We have seen some stock market volatility in the recent weeks. Some people are wondering just how much volatility is happening, what is causing it, and what does it mean to the average investor?
News 3’s financial resource, Carl Carlson CEO & founder of Carlson Financial, broke these questions down.
Two measures of volatility are, daily changes over a sustained period and the VIX.
Carlson said when the stock market rises and falls more than 1% a day over a sustained period, it is considered a volatile market. This has been happening for some time now. Anything over 20 is considered high.
The VIX is a number that measures options trading for the upcoming 30 days. In the last year, the VIX has been as low as 15 in July this year and as high as 40 last October and lately has been trending up and running in the 20-25 range, Carlson added.
Uncertainty is causing the volatility, according to Carlson.
Uncertainty can be influenced by interest rates, tax changes, inflation rates and other monetary policies, but it is also affected by unemployment rates, industry changes and national and global events. One of the most obvious factors currently is inflation driven by monetary policy.
The uncertainty of possibly very large amounts of government spending, printing money and borrowing and what the impact of that will be on our national economy both short term and long term.
Carlson said it’s not as much the volatility that affects the average investor but rather what may be causing it and how that effects the economy over time.

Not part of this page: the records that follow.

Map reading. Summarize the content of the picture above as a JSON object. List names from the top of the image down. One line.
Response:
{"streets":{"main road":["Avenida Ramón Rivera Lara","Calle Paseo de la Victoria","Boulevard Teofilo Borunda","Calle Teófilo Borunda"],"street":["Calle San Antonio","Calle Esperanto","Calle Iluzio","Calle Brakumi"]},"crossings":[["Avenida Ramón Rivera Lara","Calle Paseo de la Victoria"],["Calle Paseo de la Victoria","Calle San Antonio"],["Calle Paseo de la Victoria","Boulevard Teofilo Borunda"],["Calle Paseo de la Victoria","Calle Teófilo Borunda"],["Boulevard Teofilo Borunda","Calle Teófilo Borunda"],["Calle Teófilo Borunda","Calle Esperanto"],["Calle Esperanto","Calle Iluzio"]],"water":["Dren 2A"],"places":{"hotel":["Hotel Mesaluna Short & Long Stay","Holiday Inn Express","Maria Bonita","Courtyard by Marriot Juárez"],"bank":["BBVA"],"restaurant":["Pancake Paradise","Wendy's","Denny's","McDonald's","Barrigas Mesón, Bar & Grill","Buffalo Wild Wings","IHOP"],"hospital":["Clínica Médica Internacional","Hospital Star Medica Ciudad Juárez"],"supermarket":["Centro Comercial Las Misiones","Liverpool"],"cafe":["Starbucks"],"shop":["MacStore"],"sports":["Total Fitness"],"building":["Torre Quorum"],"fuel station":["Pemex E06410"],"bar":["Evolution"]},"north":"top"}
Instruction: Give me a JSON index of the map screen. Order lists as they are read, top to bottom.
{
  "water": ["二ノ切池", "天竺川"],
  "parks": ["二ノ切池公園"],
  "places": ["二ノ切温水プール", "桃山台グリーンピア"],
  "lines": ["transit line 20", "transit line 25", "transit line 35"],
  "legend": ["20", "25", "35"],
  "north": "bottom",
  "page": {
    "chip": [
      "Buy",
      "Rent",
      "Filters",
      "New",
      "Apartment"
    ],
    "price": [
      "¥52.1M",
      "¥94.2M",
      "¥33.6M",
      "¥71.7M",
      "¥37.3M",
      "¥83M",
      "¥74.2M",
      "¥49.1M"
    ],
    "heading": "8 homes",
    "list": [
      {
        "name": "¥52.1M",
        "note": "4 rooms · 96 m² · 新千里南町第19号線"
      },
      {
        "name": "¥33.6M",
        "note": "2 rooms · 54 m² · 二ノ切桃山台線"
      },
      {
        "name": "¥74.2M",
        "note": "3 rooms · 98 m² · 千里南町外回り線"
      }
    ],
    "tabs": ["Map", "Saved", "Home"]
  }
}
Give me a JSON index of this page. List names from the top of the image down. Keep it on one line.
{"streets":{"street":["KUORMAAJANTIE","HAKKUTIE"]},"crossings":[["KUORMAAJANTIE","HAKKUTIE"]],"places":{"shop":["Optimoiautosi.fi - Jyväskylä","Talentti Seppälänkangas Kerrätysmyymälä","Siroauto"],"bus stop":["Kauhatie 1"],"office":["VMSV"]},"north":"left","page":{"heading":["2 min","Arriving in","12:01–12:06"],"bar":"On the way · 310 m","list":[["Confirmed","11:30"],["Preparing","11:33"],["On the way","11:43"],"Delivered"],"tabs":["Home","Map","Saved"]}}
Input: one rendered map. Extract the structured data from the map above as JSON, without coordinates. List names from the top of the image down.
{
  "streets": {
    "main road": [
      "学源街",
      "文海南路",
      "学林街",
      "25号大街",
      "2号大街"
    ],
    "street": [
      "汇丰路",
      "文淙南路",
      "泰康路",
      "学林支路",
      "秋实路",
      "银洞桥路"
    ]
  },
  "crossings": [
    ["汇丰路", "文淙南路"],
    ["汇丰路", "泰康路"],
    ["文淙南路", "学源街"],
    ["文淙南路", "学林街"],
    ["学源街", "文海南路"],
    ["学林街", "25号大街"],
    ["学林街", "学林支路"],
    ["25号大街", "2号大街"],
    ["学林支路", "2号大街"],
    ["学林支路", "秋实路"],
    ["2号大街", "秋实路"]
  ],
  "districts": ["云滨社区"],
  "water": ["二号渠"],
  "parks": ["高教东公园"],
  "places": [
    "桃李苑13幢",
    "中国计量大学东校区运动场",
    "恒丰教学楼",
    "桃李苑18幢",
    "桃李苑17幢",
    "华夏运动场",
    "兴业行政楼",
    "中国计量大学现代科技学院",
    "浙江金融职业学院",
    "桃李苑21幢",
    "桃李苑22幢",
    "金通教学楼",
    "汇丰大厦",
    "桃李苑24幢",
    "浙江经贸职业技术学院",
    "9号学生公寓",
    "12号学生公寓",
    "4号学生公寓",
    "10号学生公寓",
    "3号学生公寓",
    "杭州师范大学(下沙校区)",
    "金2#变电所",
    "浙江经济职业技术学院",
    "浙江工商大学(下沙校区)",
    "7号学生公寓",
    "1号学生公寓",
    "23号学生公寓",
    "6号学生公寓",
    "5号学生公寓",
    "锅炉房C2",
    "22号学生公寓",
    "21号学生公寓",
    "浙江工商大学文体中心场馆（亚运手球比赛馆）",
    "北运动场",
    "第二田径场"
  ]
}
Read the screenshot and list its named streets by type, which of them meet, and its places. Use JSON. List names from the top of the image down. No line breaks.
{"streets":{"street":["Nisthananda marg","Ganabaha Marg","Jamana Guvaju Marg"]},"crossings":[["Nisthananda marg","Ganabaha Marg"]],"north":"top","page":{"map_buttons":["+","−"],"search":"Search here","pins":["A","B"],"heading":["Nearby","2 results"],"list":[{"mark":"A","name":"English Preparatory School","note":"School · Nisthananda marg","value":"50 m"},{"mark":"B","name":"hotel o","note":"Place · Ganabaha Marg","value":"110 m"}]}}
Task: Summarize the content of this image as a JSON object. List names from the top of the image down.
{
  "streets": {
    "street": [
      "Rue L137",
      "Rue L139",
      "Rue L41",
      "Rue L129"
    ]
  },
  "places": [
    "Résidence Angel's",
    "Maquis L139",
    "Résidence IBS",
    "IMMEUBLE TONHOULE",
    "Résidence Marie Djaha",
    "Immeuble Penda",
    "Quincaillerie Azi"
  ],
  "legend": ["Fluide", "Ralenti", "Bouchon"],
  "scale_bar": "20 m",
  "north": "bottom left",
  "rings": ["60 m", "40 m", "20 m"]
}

Economic changes affect the price of stocks and therefore the growth of our investment portfolios.
It can also affect the value of our money and what it will purchase over time. The worst impact of volatility is when people must sell their investments in retirement to pay their bills and if the market is down substantially it can dramatically affect their ability to stay retired.
One way to protect against this is proper financial planning and investment allocating.